Мы провели больного в ванную комнату, погрузили в теплую воду. На лбу его выступила испарина. Симонна набросила ему на плечи пеньюар. Я прикрепил доску.

Марат потребовал бумаги и чернил, затем отпустил нас. Мы еще не успели выйти, а он уже, отринув свои беды, витал мыслью в иных сферах…

* * *

…Воистину это был удивительный человек.

Другой на его месте давно бы лежал пластом и не интересовался ничем, кроме своих болячек.

А он, уже в тяжелом состоянии, не только терпел, не только скрывал от всех свою беду, но находил в себе силы целыми днями организовывать, направлять, произносить речи…

А как он сделал день 2 июня!

Именно сделал: лучше не скажешь.

Если Дантона называют «человеком 10 августа», то Марата с гораздо большими основаниями следует считать «человеком 2 июня».
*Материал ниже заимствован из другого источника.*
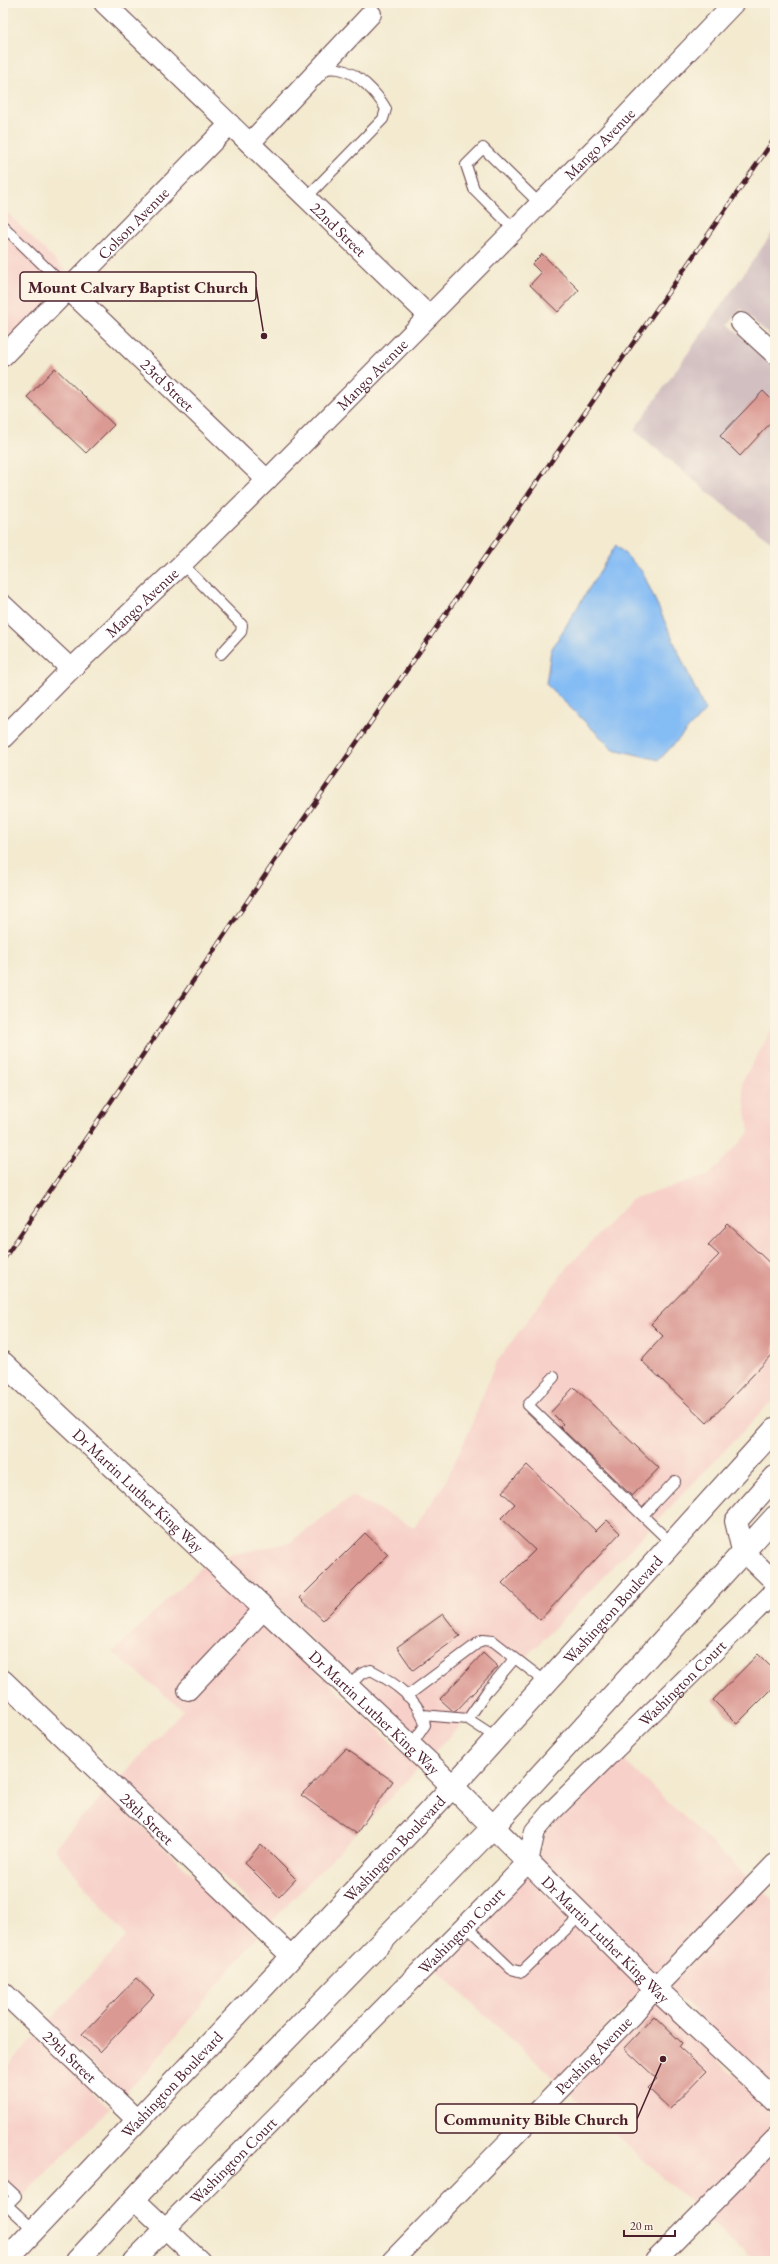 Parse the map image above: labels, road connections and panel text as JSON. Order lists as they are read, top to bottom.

Он давно осудил Жиронду. Он понимал, что без ее устранения путь вперед остается закрытым. В этом отношении он был вполне солидарен с Робеспьером. Но если Робеспьер полагал, что удаление жирондистов из Конвента следует провести мирными средствами, то Марат с самого начала возлагал все надежды на народное восстание.

Он только ждал, пока плод созреет; он не хотел непредвиденного.

Еще 1 апреля он сказал у Якобинцев:

— Когда час наступит, я дам сигнал!..

В течение апреля — мая он, точно опытный стратег, осуществлял свой план по частям. Он предоставил государственным людям полную возможность запутаться в собственных сетях. Он показал всей Франции существо их политики, их цели и средства. Именно для этого он провел и собственный процесс в Чрезвычайном трибунале — нужно было раскрыть их крапленые карты. Он обеспечил время парижским санкюлотам, чтобы собраться с силами, организовать свой Революционный комитет в Епископстве, создать свои вооруженные отряды.

А потом он подал обещанный сигнал.

31 мая он сам поднялся на башню ратуши и ударил в набат.

И все же, как генерал, уверенный в победе, как вождь, который твердо знает, что последнее слово за ним, в этот день он предоставил поле боя в Конвенте Робеспьеру.